Wednesday, May 6, 2026

"Alternate Jesus"

      Review of Imaginary Book:

     “Alternate Jesus”

 

 

          Every so often there comes along a book which shakes the world. Such books incite revolutions, topple empires, destroy religions, spread mass insanity, and spark genocidal wars. Fortunately, “Alternate Jesus” is not such a book.

          In “Alternate Jesus”, the author asks, what if Jesus of Nazareth had never been crucified?  How would history have been different? The author gives us two answers; two “alternate worlds” in which Jesus lived. Unfortunately, only one of those answers is convincing to this reviewer.

          The book has two parts: “In This Sign Conquer”, and “What is Truth?” In Part One, Jesus seizes control of his environment by secular means; in Part Two, Jesus takes a more spiritual approach. Part One is all too convincing, for its message is “power corrupts”. Part Two is mystical, not dramatic. It teaches that “truth shall set you free”, but it deliberately does not tell us what truth is.
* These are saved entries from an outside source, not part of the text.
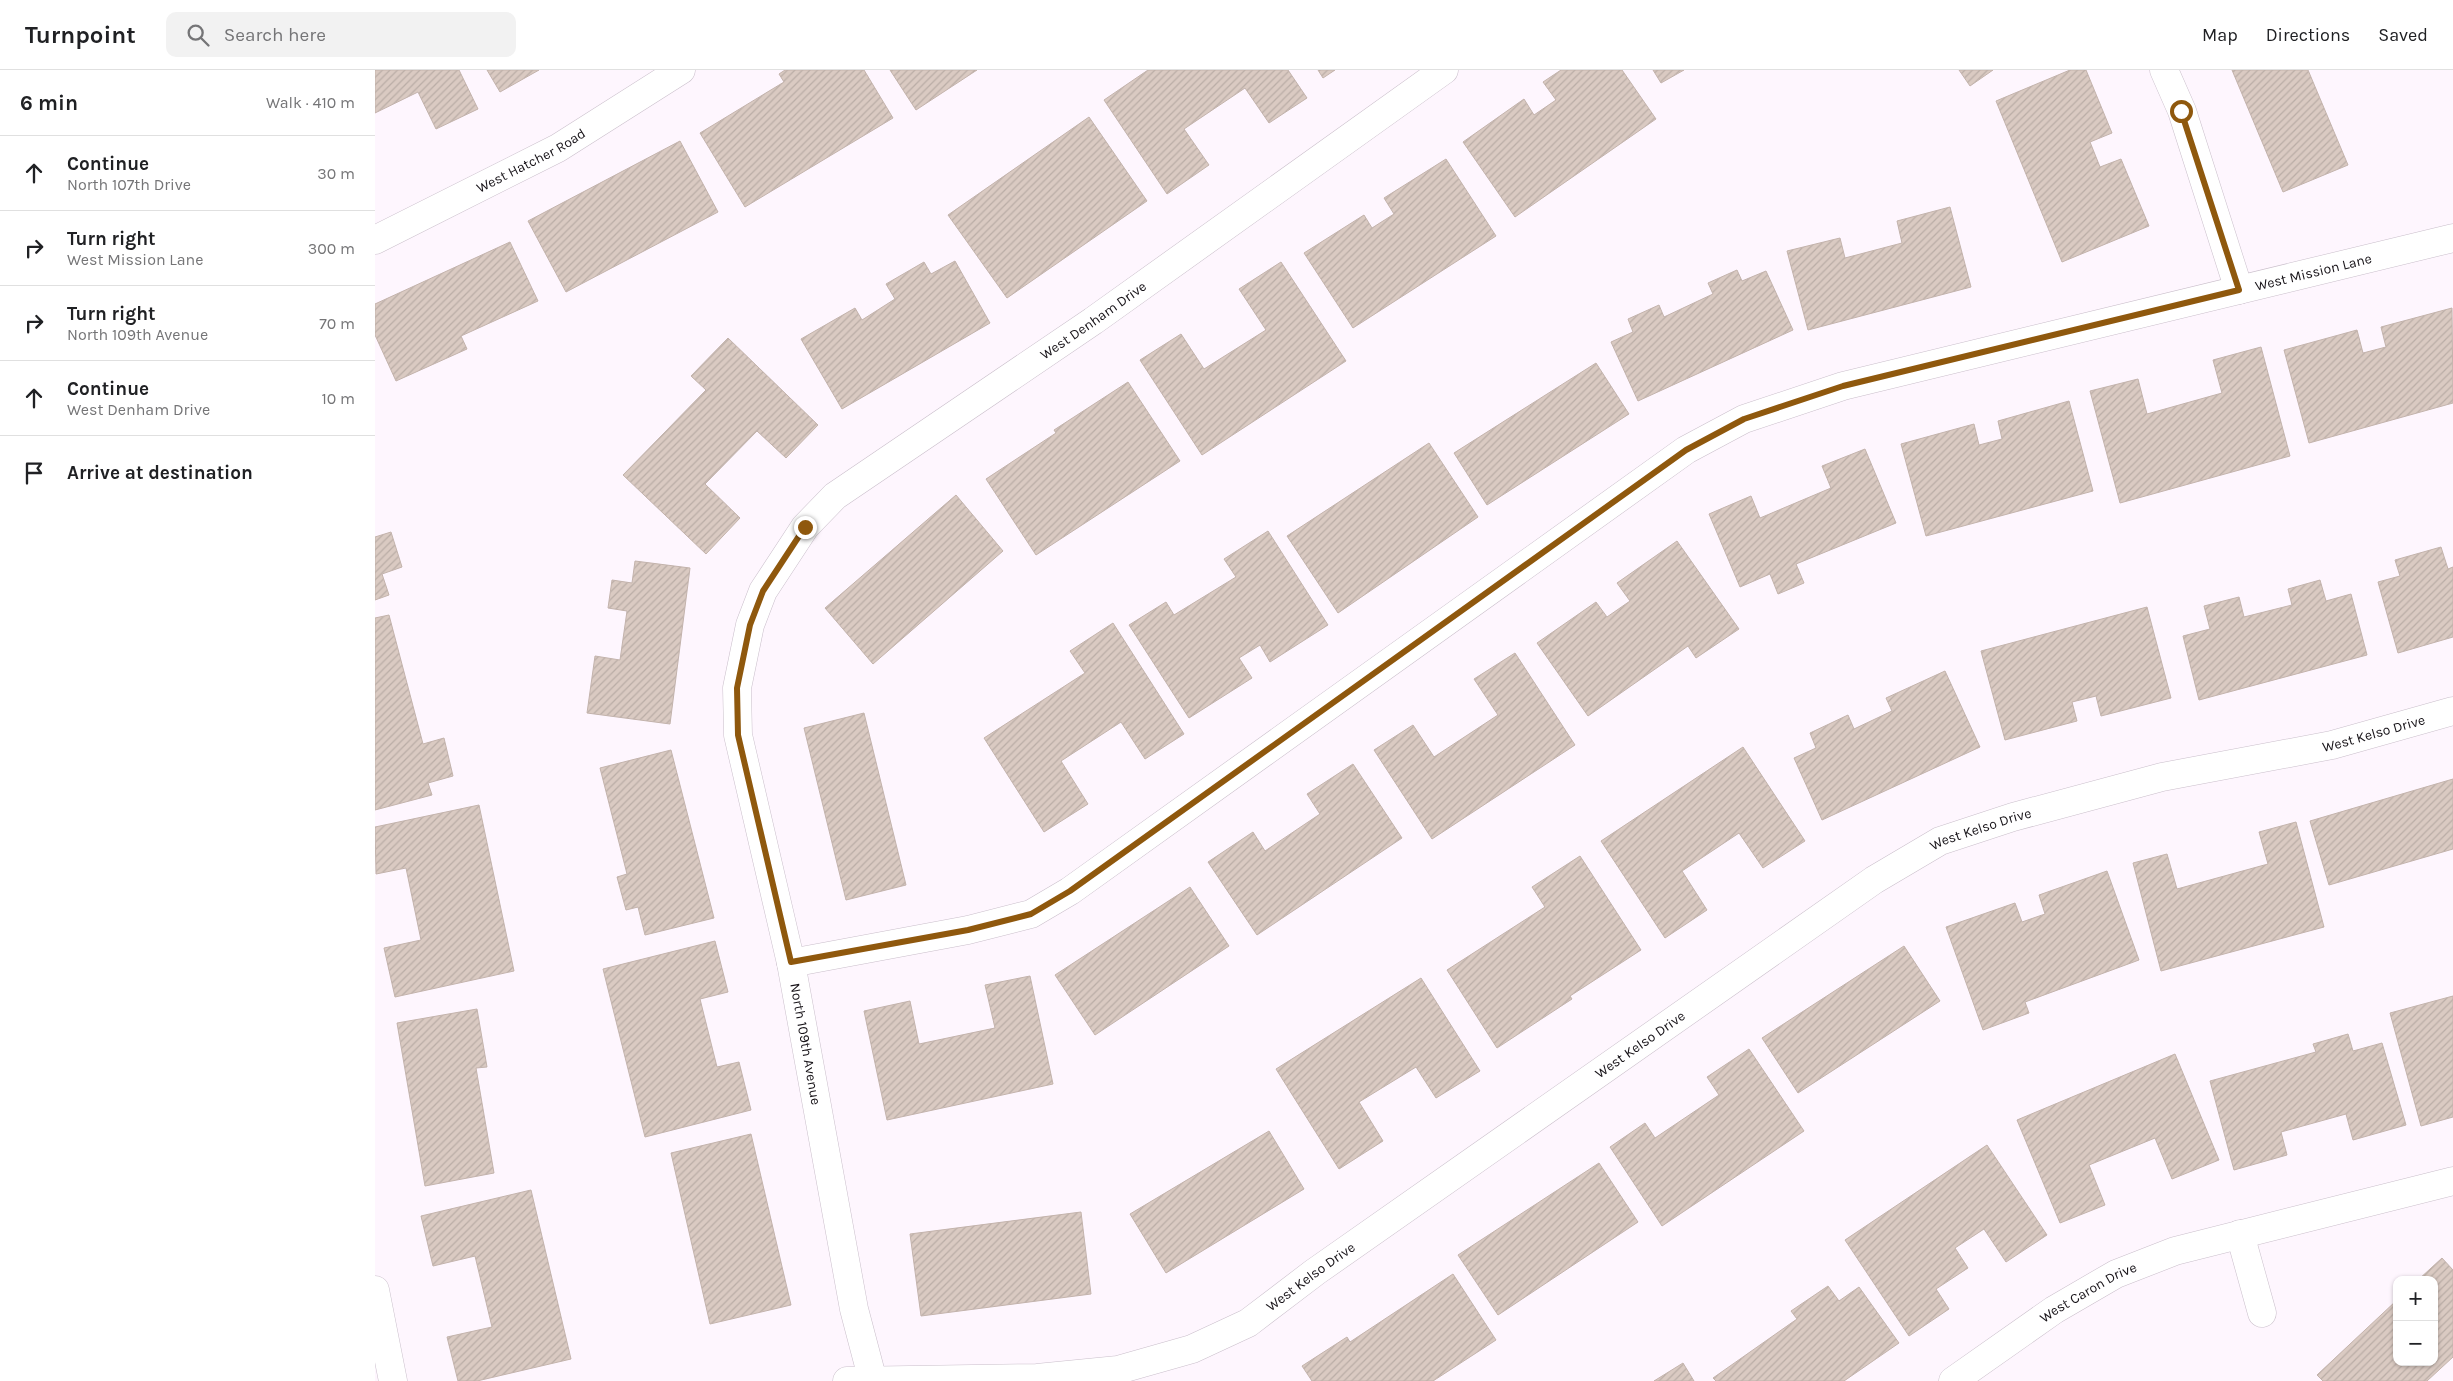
<!DOCTYPE html>
<meta charset="utf-8">
<style>
body{margin:0;font-family:Karla,sans-serif;background:#f2f2f2;color:#202124}
.controls{position:absolute;right:15px;bottom:15px;display:grid;overflow:hidden;border-radius:10px;box-shadow:0 1px 4px #0004}
.controls button{width:45px;height:45px;display:grid;place-items:center;padding:0;border:0;border-bottom:1px solid #e0e0e0;background:#fff;color:#202124;font:25px sans-serif}
.stop{position:absolute;width:15px;height:15px;margin:-11px;border:4px solid #8f580d;border-radius:50%;background:#fff}
.stop.end{background:#8f580d;border-color:#fff;box-shadow:0 1px 5px #0008}
.list{margin:0;padding:0;list-style:none}
h2{display:flex;justify-content:space-between;align-items:center;height:65px;margin:0;padding:0 20px;font-size:21px}
h2 small{font-size:16px;font-weight:400;color:#757577}
.list li{display:grid;grid-template-columns:32px 1fr auto;gap:15px;align-items:center;box-sizing:border-box;height:75px;padding:0 20px;border-top:1px solid #e0e0e0}
.list b{display:block;font-size:19px;white-space:nowrap}
.list p{margin:0;font-size:16px;white-space:nowrap;color:#757577}
.list em{font-size:16px;font-style:normal;color:#757577}
.icon{flex:none;width:28px;height:28px;fill:none;stroke:currentColor;stroke-width:2;stroke-linecap:round;stroke-linejoin:round}
.map{position:relative;flex:none;width:2078px;height:1311px;overflow:hidden}
header{display:flex;align-items:center;gap:30px;box-sizing:border-box;height:70px;padding:0 25px;background:#fff;border-bottom:1px solid #e0e0e0}
header strong{font-size:24px}
nav{display:flex;gap:28px;margin-inline-start:auto;font-size:18px}
.search{width:350px;height:45px;background:#f2f2f2;display:flex;align-items:center;gap:12px;box-sizing:border-box;padding:0 18px;border-radius:10px;color:#757577;font-size:19px}
main{display:flex}
aside{flex:1;background:#fff}
.map>svg:first-child{display:block}
.building{fill:url(#building-hatch);stroke:#c3b3ac}
.lines{fill:none;stroke-linecap:round;stroke-linejoin:round}
.street-casing{stroke:#cabfcb;stroke-width:29}
.street{stroke:#fff;stroke-width:28}
.route{stroke:#8f580d;stroke-width:6}
.labels{text-anchor:middle;stroke-width:5;stroke-linejoin:round;paint-order:stroke}
.street-label{font-size:14px;fill:#171318;stroke:#fff}
</style>
<header>
<strong>Turnpoint</strong>
<div class="search"><svg class="icon" aria-label="search" viewBox="0 0 24 24"><circle cx="10" cy="10" r="6"/><path d="M15 15l6 6"/></svg>Search here</div>
<nav><a>Map</a><a>Directions</a><a>Saved</a></nav>
</header>
<main>
<aside>
<h2>6 min<small>Walk · 410 m</small></h2>
<ul class="list">
<li><svg class="icon" aria-label="ahead" viewBox="0 0 24 24"><path d="M12 20V5M6 11l6-6 6 6"/></svg><div><b>Continue</b><p>North 107th Drive</p></div><em>30 m</em></li>
<li><svg class="icon" aria-label="right" viewBox="0 0 24 24"><path d="M7 20v-9h11M14 6l5 5-5 5"/></svg><div><b>Turn right</b><p>West Mission Lane</p></div><em>300 m</em></li>
<li><svg class="icon" aria-label="right" viewBox="0 0 24 24"><path d="M7 20v-9h11M14 6l5 5-5 5"/></svg><div><b>Turn right</b><p>North 109th Avenue</p></div><em>70 m</em></li>
<li><svg class="icon" aria-label="ahead" viewBox="0 0 24 24"><path d="M12 20V5M6 11l6-6 6 6"/></svg><div><b>Continue</b><p>West Denham Drive</p></div><em>10 m</em></li>
<li><svg class="icon" aria-label="arrive" viewBox="0 0 24 24"><path d="M6 21V4h12l-3 4 3 4H6"/></svg><div><b>Arrive at destination</b></div></li>
</ul>
</aside>
<div class="map">
<svg width="2078" height="1311" viewBox="0 0 2078 1311">
<defs>
<pattern id="building-hatch" width="6" height="6" patternUnits="userSpaceOnUse" patternTransform="scale(1.25)"><rect width="6" height="6" fill="#dacac2"/><path d="M-1 1l2-2M0 6l6-6M5 7l2-2" fill="none" stroke="#baada6"/></pattern>
</defs>
<rect width="100%" height="100%" fill="#fef6fe"/>
<path class="building" d="M 0,0 L 84,0 L 103,39 L 61,59 L 43,22 L 0,43 Z
M 112,0 L 164,0 L 125,22 Z
M 410,0 L 489,0 L 518,48 L 370,137 L 325,63 L 409,12 L 404,4 Z
M 515,0 L 602,0 L 541,40 Z
M 773,0 L 913,0 L 932,28 L 894,53 L 870,18 L 809,59 L 834,95 L 792,124 L 729,30 Z
M 943,0 L 960,0 L 948,8 Z
M 1186,0 L 1247,0 L 1281,49 L 1140,147 L 1088,72 L 1149,29 L 1159,45 L 1181,30 L 1168,12 Z
M 1278,0 L 1309,0 L 1286,13 Z
M 1584,0 L 1618,0 L 1595,16 Z
M 1695,0 L 1711,0 L 1737,63 L 1715,72 L 1725,97 L 1746,89 L 1774,156 L 1687,192 L 1621,31 Z
M 1857,0 L 1933,0 L 1973,95 L 1908,122 Z
M 714,47 L 772,131 L 632,228 L 573,145 Z
M 305,71 L 343,142 L 191,222 L 153,151 Z
M 1071,89 L 1121,166 L 978,258 L 929,183 L 989,145 L 997,158 L 1019,144 L 1009,128 Z
M 1575,137 L 1596,217 L 1433,260 L 1412,181 L 1465,168 L 1470,188 L 1527,173 L 1522,151 Z
M 135,172 L 163,231 L 86,266 L 92,279 L 21,311 L 0,265 L 0,234 Z
M 580,191 L 615,253 L 467,339 L 426,269 L 480,238 L 487,250 L 520,229 L 511,214 L 549,192 L 556,204 Z
M 906,192 L 971,291 L 827,385 L 765,290 L 806,264 L 829,299 L 891,260 L 864,219 Z
M 1362,200 L 1367,211 L 1391,201 L 1418,260 L 1263,331 L 1236,272 L 1258,262 L 1253,249 L 1284,235 L 1289,247 L 1338,224 L 1333,213 Z
M 2077,238 L 2078,333 L 1934,373 L 1909,280 L 1982,260 L 1988,283 L 2011,277 L 2006,257 Z
M 353,268 L 443,355 L 411,388 L 382,361 L 330,414 L 365,448 L 331,484 L 248,405 L 331,320 L 316,306 Z
M 1886,277 L 1915,386 L 1745,433 L 1715,321 L 1763,309 L 1772,344 L 1847,323 L 1838,290 Z
M 1221,293 L 1254,344 L 1112,435 L 1079,383 Z
M 753,312 L 805,391 L 661,485 L 611,409 L 681,363 L 679,360 Z
M 1694,331 L 1718,421 L 1551,466 L 1526,374 L 1599,354 L 1604,375 L 1627,369 L 1623,351 Z
M 1054,373 L 1103,447 L 963,543 L 912,466 Z
M 1490,379 L 1521,453 L 1421,494 L 1429,513 L 1403,524 L 1395,504 L 1365,517 L 1334,444 L 1376,426 L 1385,448 L 1456,418 L 1447,396 Z
M 581,425 L 628,481 L 498,594 L 450,538 Z
M 893,461 L 953,555 L 895,592 L 885,575 L 864,588 L 877,608 L 814,648 L 754,555 L 791,532 L 799,545 L 861,507 L 849,489 Z
M 16,462 L 27,497 L 7,504 L 14,525 L 0,530 L 0,467 Z
M 1302,471 L 1364,559 L 1321,588 L 1313,576 L 1213,646 L 1162,573 L 1221,532 L 1232,547 L 1255,531 L 1242,513 Z
M 2066,477 L 2073,499 L 2078,497 L 2078,567 L 2023,583 L 2003,512 L 2025,506 L 2020,490 Z
M 260,491 L 315,498 L 295,654 L 212,643 L 220,586 L 245,590 L 252,541 L 233,538 L 237,510 L 257,513 Z
M 1945,510 L 1951,531 L 1976,524 L 1992,585 L 1824,630 L 1808,566 L 1835,559 L 1829,536 L 1864,527 L 1869,547 L 1917,535 L 1913,519 Z
M 1772,537 L 1796,628 L 1726,646 L 1721,626 L 1697,632 L 1702,651 L 1630,670 L 1606,581 Z
M 14,545 L 48,674 L 69,668 L 78,706 L 53,713 L 57,725 L 0,740 L 0,548 Z
M 738,553 L 809,664 L 770,689 L 746,652 L 686,691 L 713,734 L 669,762 L 609,668 L 710,603 L 695,581 Z
M 1140,583 L 1200,675 L 1057,769 L 999,680 L 1038,655 L 1059,687 L 1123,645 L 1099,609 Z
M 1570,601 L 1605,677 L 1447,750 L 1419,688 L 1441,678 L 1435,663 L 1473,645 L 1479,659 L 1517,641 L 1511,628 Z
M 489,643 L 531,815 L 471,830 L 429,658 Z
M 1368,677 L 1430,771 L 1388,798 L 1364,763 L 1307,801 L 1332,840 L 1290,868 L 1226,771 Z
M 296,680 L 339,848 L 270,865 L 263,837 L 251,840 L 242,807 L 252,804 L 225,698 Z
M 978,694 L 1027,768 L 882,865 L 833,792 L 878,762 L 890,781 L 945,744 L 932,724 Z
M 2078,709 L 2078,779 L 1954,815 L 1935,751 Z
M 104,735 L 139,901 L 20,927 L 9,878 L 46,870 L 31,798 L 1,804 L 0,757 Z
M 1921,752 L 1949,857 L 1786,901 L 1758,793 L 1792,784 L 1802,819 L 1893,794 L 1884,762 Z
M 1205,786 L 1266,880 L 1195,926 L 1197,929 L 1122,978 L 1072,900 L 1170,837 L 1157,817 Z
M 1732,801 L 1764,890 L 1650,932 L 1654,943 L 1608,960 L 1571,857 L 1640,833 L 1647,852 L 1670,844 L 1664,825 Z
M 815,817 L 854,876 L 720,965 L 680,905 Z
M 340,871 L 353,922 L 325,929 L 342,997 L 364,992 L 376,1040 L 270,1067 L 228,899 Z
M 1529,876 L 1565,931 L 1423,1023 L 1387,968 Z
M 655,906 L 678,1014 L 512,1050 L 489,941 L 535,931 L 544,974 L 620,958 L 610,915 Z
M 1046,908 L 1105,1001 L 1061,1028 L 1041,997 L 984,1032 L 1008,1071 L 964,1099 L 901,999 Z
M 2078,926 L 2078,1047 L 2046,1056 L 2015,943 Z
M 102,939 L 112,997 L 101,998 L 119,1103 L 50,1116 L 22,953 Z
M 1973,964 L 1978,981 L 2007,973 L 2031,1055 L 1978,1070 L 1971,1044 L 1906,1062 L 1912,1085 L 1859,1100 L 1835,1011 L 1941,982 L 1938,974 Z
M 1374,979 L 1429,1061 L 1287,1156 L 1235,1077 L 1270,1053 L 1280,1068 L 1344,1025 L 1332,1007 Z
M 1800,984 L 1844,1090 L 1797,1109 L 1780,1068 L 1714,1095 L 1730,1135 L 1685,1153 L 1642,1050 Z
M 894,1061 L 929,1119 L 791,1203 L 755,1144 Z
M 376,1064 L 416,1235 L 335,1254 L 296,1083 Z
M 1612,1075 L 1672,1165 L 1631,1192 L 1609,1159 L 1580,1178 L 1593,1198 L 1561,1219 L 1574,1239 L 1534,1266 L 1470,1170 Z
M 1224,1093 L 1263,1152 L 1123,1245 L 1083,1185 Z
M 156,1120 L 196,1289 L 102,1311 L 83,1311 L 72,1267 L 117,1257 L 100,1186 L 58,1196 L 46,1146 Z
M 706,1142 L 716,1224 L 546,1246 L 535,1164 Z
M 2067,1188 L 2078,1200 L 2078,1287 L 2052,1311 L 1948,1311 L 1942,1305 L 2022,1230 L 2022,1292 L 2059,1292 L 2059,1210 L 2043,1210 Z
M 1078,1204 L 1121,1270 L 1058,1311 L 937,1311 L 927,1296 L 972,1267 L 975,1272 Z
M 1453,1216 L 1464,1231 L 1484,1217 L 1524,1273 L 1469,1311 L 1341,1311 L 1338,1308 L 1422,1249 L 1416,1241 Z
M 1308,1293 L 1319,1311 L 1279,1311 Z"/>
<g class="lines">
<defs>
<g id="street">
<path d="M 1789,0 L 1807,41 L 1864,220"/>
<path id="s1" d="M 0,170 L 183,78 L 306,0"/>
<path id="s2" d="M 416,893 L 593,860 L 656,844 L 695,821 L 1311,380 L 1369,349 L 1468,316 L 2078,168"/>
<path d="M 1865,1164 L 1887,1243"/>
<path d="M 0,1220 L 18,1311"/>
<path id="s3" d="M 472,1311 L 662,1308 L 743,1300 L 817,1279 L 873,1253 L 940,1202 L 1499,810 L 1565,771 L 1638,747 L 1787,707 L 1957,675 L 2078,641"/>
<path id="s4" d="M 498,1311 L 479,1239 L 416,893 L 363,665 L 362,618 L 375,555 L 388,521 L 430,457 L 460,426 L 718,251 L 1069,0"/>
<path id="s5" d="M 1578,1311 L 1679,1240 L 1741,1204 L 1800,1181 L 2078,1111"/>
</g>
</defs>
<use href="#street" class="street-casing"/>
<use href="#street" class="street"/>
</g>
<g class="lines">
<path class="route" d="M 430,457 L 388,521 L 375,555 L 362,618 L 363,665 L 416,892 L 593,860 L 656,844 L 695,821 L 1311,380 L 1369,349 L 1468,316 L 1864,220 L 1806,41"/>
</g>
<g class="labels">
<g class="street-label">
<text dy="5" stroke="none"><textPath href="#s1" startOffset="175">West Hatcher Road</textPath></text>
<text dy="5" stroke="none"><textPath href="#s2" startOffset="1702">West Mission Lane</textPath></text>
<text dy="5" stroke="none"><textPath href="#s4" startOffset="1240">West Denham Drive</textPath></text>
<text dy="5" stroke="none"><textPath href="#s3" startOffset="1701">West Kelso Drive</textPath></text>
<text dy="5" stroke="none"><textPath href="#s3" startOffset="1296">West Kelso Drive</textPath></text>
<text transform="translate(431 974) rotate(80)" y="5">North 109th Avenue</text>
<text dy="5" stroke="none"><textPath href="#s3" startOffset="891">West Kelso Drive</textPath></text>
<text dy="5" stroke="none"><textPath href="#s3" startOffset="488">West Kelso Drive</textPath></text>
<text dy="5" stroke="none"><textPath href="#s5" startOffset="162">West Caron Drive</textPath></text>
</g>
</g>
</svg>
<div class="controls">
<button>+</button>
<button>−</button>
</div>
<div class="stop" style="left:1806px;top:41px"></div>
<div class="stop end" style="left:430px;top:457px"></div>
</div>
</main>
          “In This Sign Conquer” starts in the city of Rome, where King Jesus had just successfully concluded his Crusade Against Empire. With the defeated Roman Empire at the mercy of his Zealots, he proclaims himself Prophet, Messiah, and God-Emperor of the World. “That was his high point,” the chronicler wryly comments. We then see Emperor Jesus play out, within his reign, the entire history of the medieval Church, including censorship, repression, fanaticism, fraud, corruption, witch-hunts, wars and genocides. It ends with Emperor Jesus’s death and the collapse of his tyrannical theocracy.

          “What is Truth?” shows Jesus as an old man, teaching Torah to his students – among whom we find the Roman Ambassador to Judea. The story is a dialog between the old Rabbi and his students, friends and rivals; they ask each other what truth is. In a style similar to Plato’s dialogs, Jesus draws from all participants their own ideas as to the nature of truth; and in return the students draw out his own views. This part of the book is lyrical, philosophical and mystical – and for those reasons lacks the spectacular drama of Part One.

          The book, as a whole, lacks balance. “In This Sign Conquer” is a critique of the historic Christian Church; and as such, all too effective. After such an indictment one would expect praise of equal power, but “What is Truth?” seems thin in comparison. It is more for poets, priests and philosophers than for the rest of us.

          The difficulty is partly due to the nature of the subject. It is easy to write political protest for the masses, but far less easy to present ecstatic mystical liberation theology in terms that relate to the average reader’s everyday life. Neither Dante nor Milton could describe their Heavens as vividly as their Hells. This difficulty is compounded in a secular age such as ours.

          Another difficulty is due to the nature of history. “Alternate Jesus” is an alternate-worlds story, subject to the epistemological limits of such a narrative. We of this world-line can visualize the world-line of “In This Sign Conquer” because it is a lesser line than ours; it contains less information. The opposite is true for the world-line of “What is Truth?”; it is a greater world than our own, one of higher content, and for this reason we cannot know it fully.

          God-emperors have risen and fallen many times; there is nothing new in that old story. But in our world, Jesus died young, so we do not know what he would have taught, had he lived to old age. For this reason, “What is Truth?” falls short; it ends with mystery; one must fill in details for oneself. It ends with silence, as “In This Sign Conquer” ends with noise; and in both cases we see reflected the tragedy of our own world-line’s Jesus, who died before he could tell us all that he had to say.